On Friday night, Gov. Kate Brown, Multnomah County Chair Deborah Kafoury and Portland Mayor Ted Wheeler held a press conference urging Oregonians to “stay home and stay healthy” on the eve of what was known before the coronavirus pandemic as “spring break.”
It was “not a lockdown,” leaders stressed, but they used just about all other language imaginable in calling for people to not go out in public unless absolutely necessary, and said they were drafting a statewide order this weekend to that effect.
Evidently, nobody was listening.
Bonnie Silkman KPTV on Twitter
Oregonians were asked to #StayHome, that’s not what happened. Today we saw big crowds @ the #OregonCoast & the gorge. Now 2 coastal towns are declaring state of emergencies, one is ordering all tourists to leave. @TigardOR also closed all playgrounds. What will happen tomorrow?
Thousands flooded Oregon’s beaches, campgrounds and hiking trails this weekend, to the alarm of local officials in those communities and public health experts across the state.

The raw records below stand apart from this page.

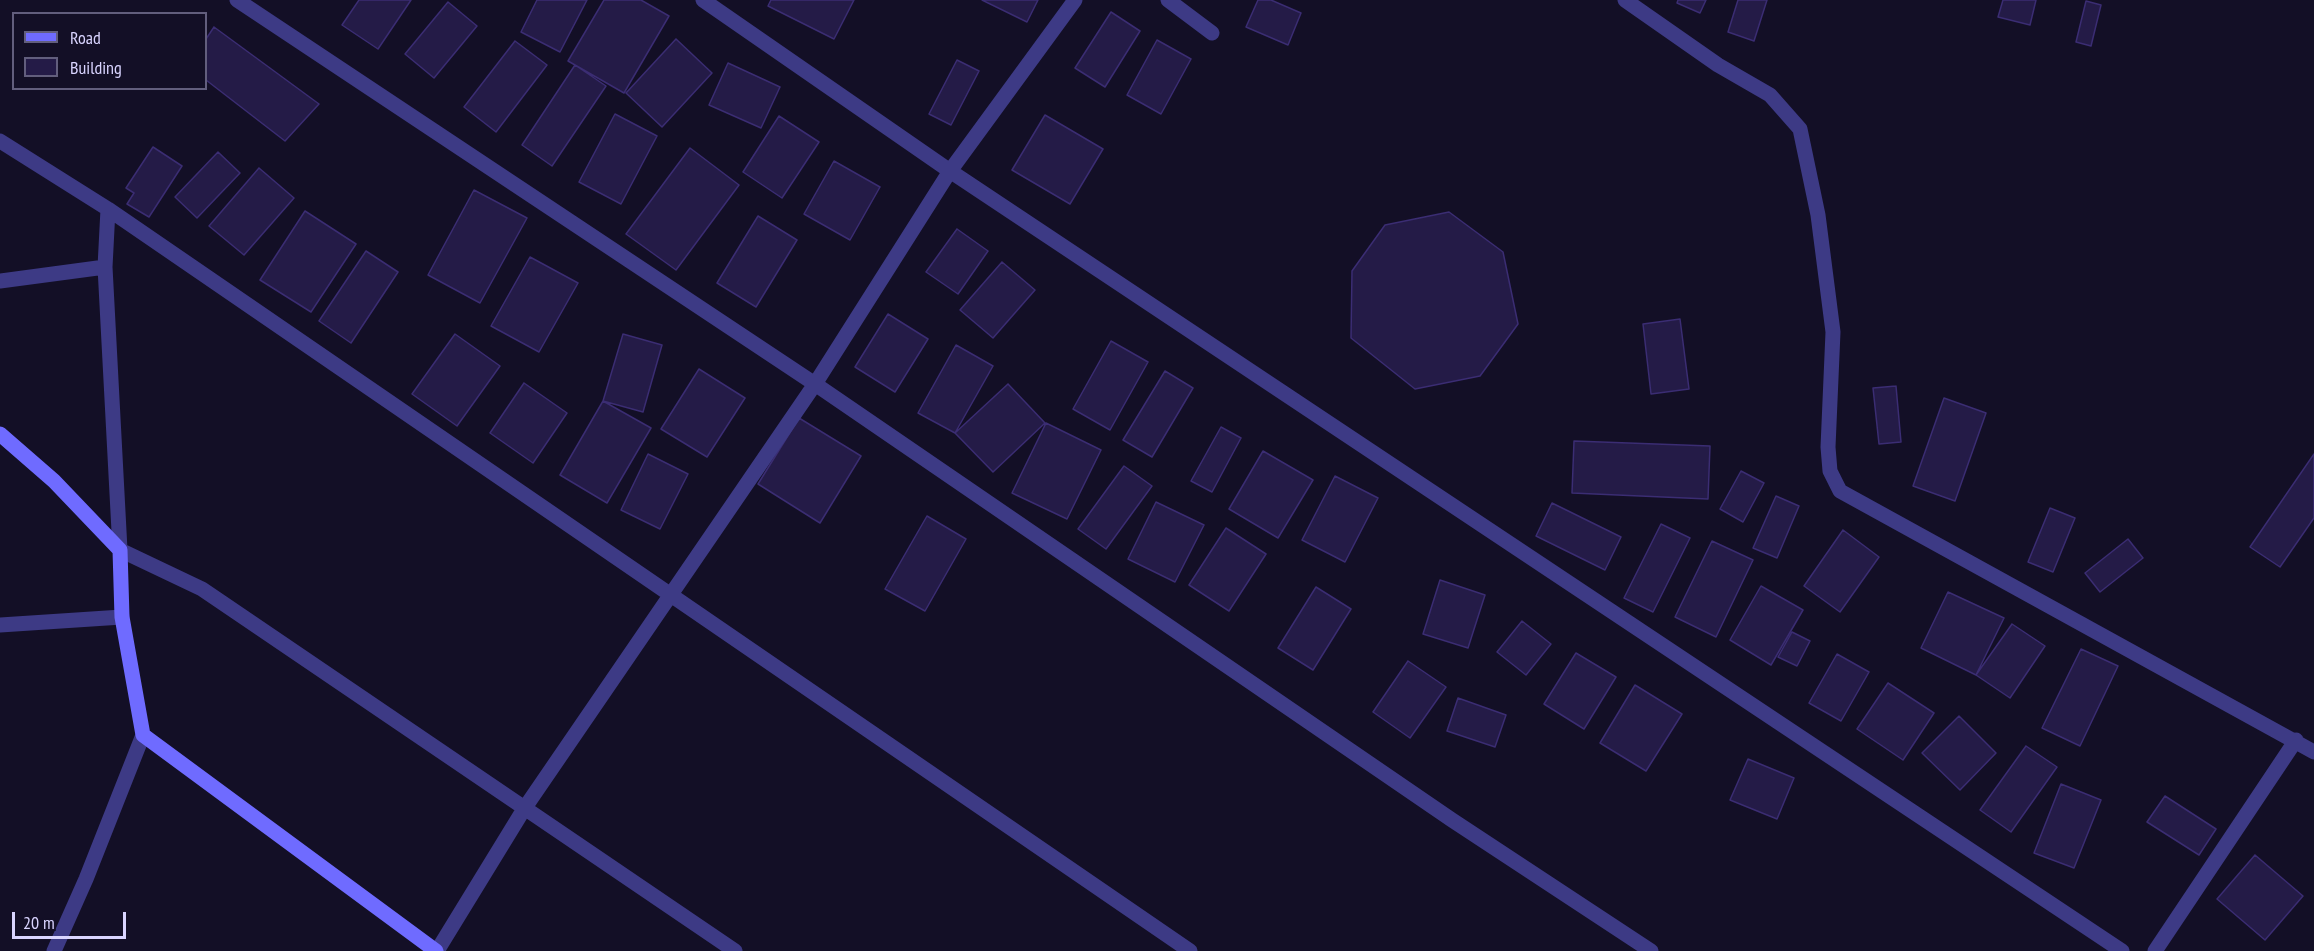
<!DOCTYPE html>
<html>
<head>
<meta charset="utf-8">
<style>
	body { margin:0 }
	#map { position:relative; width:2314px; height:951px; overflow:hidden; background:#130f26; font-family:"PT Sans Narrow",sans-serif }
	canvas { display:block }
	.legend { position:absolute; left:12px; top:12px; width:195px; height:78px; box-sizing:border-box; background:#130f26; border:2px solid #625e7d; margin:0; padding:8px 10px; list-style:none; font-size:18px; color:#d9d4ff }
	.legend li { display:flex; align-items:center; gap:12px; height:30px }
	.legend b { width:30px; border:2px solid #625e7d }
	.scale { position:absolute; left:12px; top:912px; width:114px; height:27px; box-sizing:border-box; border:3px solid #d9d4ff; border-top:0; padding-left:8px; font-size:18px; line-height:21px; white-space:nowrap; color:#d9d4ff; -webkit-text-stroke:4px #130f26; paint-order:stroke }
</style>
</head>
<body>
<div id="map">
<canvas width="2314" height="951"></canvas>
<ul class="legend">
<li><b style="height:8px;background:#6f6bff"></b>Road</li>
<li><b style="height:16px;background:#241b47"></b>Building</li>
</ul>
<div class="scale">20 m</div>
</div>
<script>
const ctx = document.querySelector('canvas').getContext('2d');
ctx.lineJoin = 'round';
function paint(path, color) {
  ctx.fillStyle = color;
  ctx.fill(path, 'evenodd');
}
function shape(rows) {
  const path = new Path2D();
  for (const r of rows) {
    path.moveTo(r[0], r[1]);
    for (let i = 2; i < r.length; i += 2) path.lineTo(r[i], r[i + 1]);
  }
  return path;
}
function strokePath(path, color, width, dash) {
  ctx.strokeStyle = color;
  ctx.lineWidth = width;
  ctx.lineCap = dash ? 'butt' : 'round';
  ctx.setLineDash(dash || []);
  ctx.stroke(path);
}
const building = shape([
	[359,0,411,0,378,49,342,25,359,0],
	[537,0,587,0,560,52,521,32,537,0],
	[604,0,641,0,669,16,624,93,568,61,604,0],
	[771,0,854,0,834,39,768,6,771,0],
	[982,0,1038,0,1027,22,982,0],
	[1258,0,1271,0,1301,13,1288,45,1246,27,1258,0],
	[1678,0,1706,0,1700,13,1677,3,1678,0],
	[1738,0,1767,0,1754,41,1728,32,1738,0],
	[2003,0,2036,0,2030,25,1998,17,2003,0],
	[2086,1,2101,5,2091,46,2076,42,2086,1],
	[448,2,477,26,434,78,405,54,448,2],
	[1111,12,1140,31,1105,87,1075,68,1111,12],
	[214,27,319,104,285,141,206,80,206,39,214,27],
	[676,39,712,73,662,127,626,93,676,39],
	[1157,40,1191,59,1161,114,1127,95,1157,40],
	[515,41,547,65,496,132,464,107,515,41],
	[957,60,979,71,951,125,929,114,957,60],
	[728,63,780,87,761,128,709,105,728,63],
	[575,65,606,86,552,166,522,145,575,65],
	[615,114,657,136,621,204,579,182,615,114],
	[1045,115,1103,149,1070,204,1012,170,1045,115],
	[779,116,819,142,782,198,743,172,779,116],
	[153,147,182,166,149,217,127,204,134,193,126,188,153,147],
	[690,148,739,185,676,270,626,234,690,148],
	[218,152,240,173,197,218,175,197,218,152],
	[834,161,880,187,850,240,804,214,834,161],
	[259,168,294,198,244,255,209,226,259,168],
	[474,190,527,218,480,303,428,275,474,190],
	[305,211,356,244,311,312,260,280,305,211],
	[1449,212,1503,252,1518,324,1480,376,1415,389,1351,338,1352,271,1385,225,1449,212],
	[758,216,797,240,756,307,717,283,758,216],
	[957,229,988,251,958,294,926,272,957,229],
	[366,251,398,272,351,343,319,321,366,251],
	[530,257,578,283,539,352,491,326,530,257],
	[1002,262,1035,290,993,338,960,310,1002,262],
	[888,314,928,339,895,392,855,367,888,314],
	[1680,319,1689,389,1651,394,1643,324,1680,319],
	[455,334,500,366,457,426,412,394,455,334],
	[623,334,662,345,643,412,603,401,623,334],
	[1111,341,1148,362,1110,430,1073,409,1111,341],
	[956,345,993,366,955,433,918,413,956,345],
	[699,369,745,398,707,457,661,429,699,369],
	[1165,371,1193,388,1152,457,1123,440,1165,371],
	[524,383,567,413,533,463,490,433,524,383],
	[1008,384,1045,423,993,472,955,433,1008,384],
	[1896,386,1901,442,1879,444,1873,388,1896,386],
	[1944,398,1986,413,1955,501,1913,486,1944,398],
	[603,401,651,428,607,503,560,475,603,401],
	[799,418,861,456,820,523,758,484,799,418],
	[1046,423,1101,450,1067,519,1012,493,1046,423],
	[1221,427,1241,438,1212,492,1191,481,1221,427],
	[1574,441,1710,446,1708,499,1572,493,1574,441],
	[1263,451,1313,480,1278,538,1229,509,1263,451],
	[648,454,688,474,660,529,621,510,648,454],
	[2314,454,2314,518,2280,567,2250,547,2314,454],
	[1124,466,1152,486,1106,549,1078,529,1124,466],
	[1741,471,1764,483,1743,522,1720,509,1741,471],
	[1335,476,1378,498,1345,562,1302,540,1335,476],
	[1776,496,1799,506,1777,558,1753,548,1776,496],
	[1156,502,1204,525,1175,582,1128,559,1156,502],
	[1552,503,1621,537,1605,570,1536,536,1552,503],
	[2050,508,2075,518,2053,572,2028,562,2050,508],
	[927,516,966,539,925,611,885,589,927,516],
	[1661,524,1690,538,1653,612,1624,598,1661,524],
	[1226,528,1266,554,1229,611,1189,585,1226,528],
	[1843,530,1879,557,1840,612,1804,586,1843,530],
	[2128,539,2143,558,2100,592,2085,573,2128,539],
	[1712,541,1753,560,1716,637,1675,617,1712,541],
	[1440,580,1485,595,1468,648,1423,634,1440,580],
	[1761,586,1803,610,1771,665,1730,640,1761,586],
	[1316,587,1351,609,1313,670,1278,648,1316,587],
	[1948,592,2004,618,1976,675,1921,648,1948,592],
	[1522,621,1551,644,1526,675,1497,652,1522,621],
	[2012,624,2045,646,2010,698,1976,675,2012,624],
	[1792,632,1810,641,1797,666,1778,657,1792,632],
	[2081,649,2118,666,2080,746,2042,728,2081,649],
	[1576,653,1616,677,1584,729,1544,704,1576,653],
	[1837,654,1869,672,1841,721,1809,703,1837,654],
	[1408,661,1446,687,1410,738,1373,712,1408,661],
	[1888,683,1934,713,1903,760,1857,729,1888,683],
	[1635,685,1682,714,1646,771,1600,743,1635,685],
	[1458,698,1506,715,1495,747,1447,731,1458,698],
	[1959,716,1996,753,1960,790,1922,753,1959,716],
	[2026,746,2057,767,2011,832,1980,810,2026,746],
	[1748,759,1794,778,1777,819,1730,800,1748,759],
	[2061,784,2101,800,2074,868,2034,853,2061,784],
	[2165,796,2216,829,2199,855,2147,822,2165,796],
	[2255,855,2303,896,2265,940,2217,899,2255,855]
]);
const street = shape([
	[237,0,815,384,1452,820,1651,951],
	[703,0,950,171,2122,951],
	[1168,0,1212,33],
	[1625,0,1718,65,1770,95,1800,129,1818,215,1833,332,1828,447,1830,471,1840,491,2314,752],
	[0,141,108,209,1190,951],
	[108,209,105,267,120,550,202,589,735,951],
	[0,281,105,267],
	[0,625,122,617],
	[54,951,86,879,143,735],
	[437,951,524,809,815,384,950,171,1075,0],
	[2155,951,2296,740]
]);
const secondary = shape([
	[0,434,54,481,120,550,122,617,143,735,436,951]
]);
paint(building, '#241b47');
strokePath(building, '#3b2d73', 1.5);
strokePath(street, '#3d3a85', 15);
strokePath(secondary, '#6f6bff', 15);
</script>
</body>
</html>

The city of Warrenton took extraordinary action, passing an emergency resolution that essentially makes it illegal for anyone from elsewhere to stay the night in any of the town’s hotels, short-term rentals or campgrounds.
Other coastal cities followed suit, some passing similar orders, others simply posting statements ordering visitors to stay away. It’s unfamiliar territory for these communities, who heavily rely on tourism as an important part of their local economies.
But times have changed. Astoria Mayor Bruce Jones described the weekend’s influx almost in terms of an invasion, saying he was “appalled by the sight of tens of thousands of irresponsible vacationers flocking to the coast, as if this was just another spring break week, with callous disregard for residents’ health and safety.”
On Sunday, Gov. Brown doubled-down on her previous comments, offering a clear message to the would-be spring breakers: “I want to be absolutely clear, you are endangering all Oregonians when not following social distancing orders.”
She spoke ominously of “the storm that is coming,” saying we need only look to Washington, California and New York to get a glimpse. But, she added, “we still have time to change its course.”
“That’s why I have put aggressive social distancing orders in place,” she said. “But it takes each and everyone of you to comply with them to stop the spread of COVID-19.”
Gov. Brown was understanding of the difficulties facing Oregonians. She knows it’s not easy for those who can’t visit their loved ones in nursing homes. She knows it’s not easy for those trying to balance work at home with their kids out of school. She knows it’s not easy for those who are out of work because their employers have closed their doors.
“But these actions are necessary to save lives,” she concluded. “Please stay at home. It’s a matter of life or death.”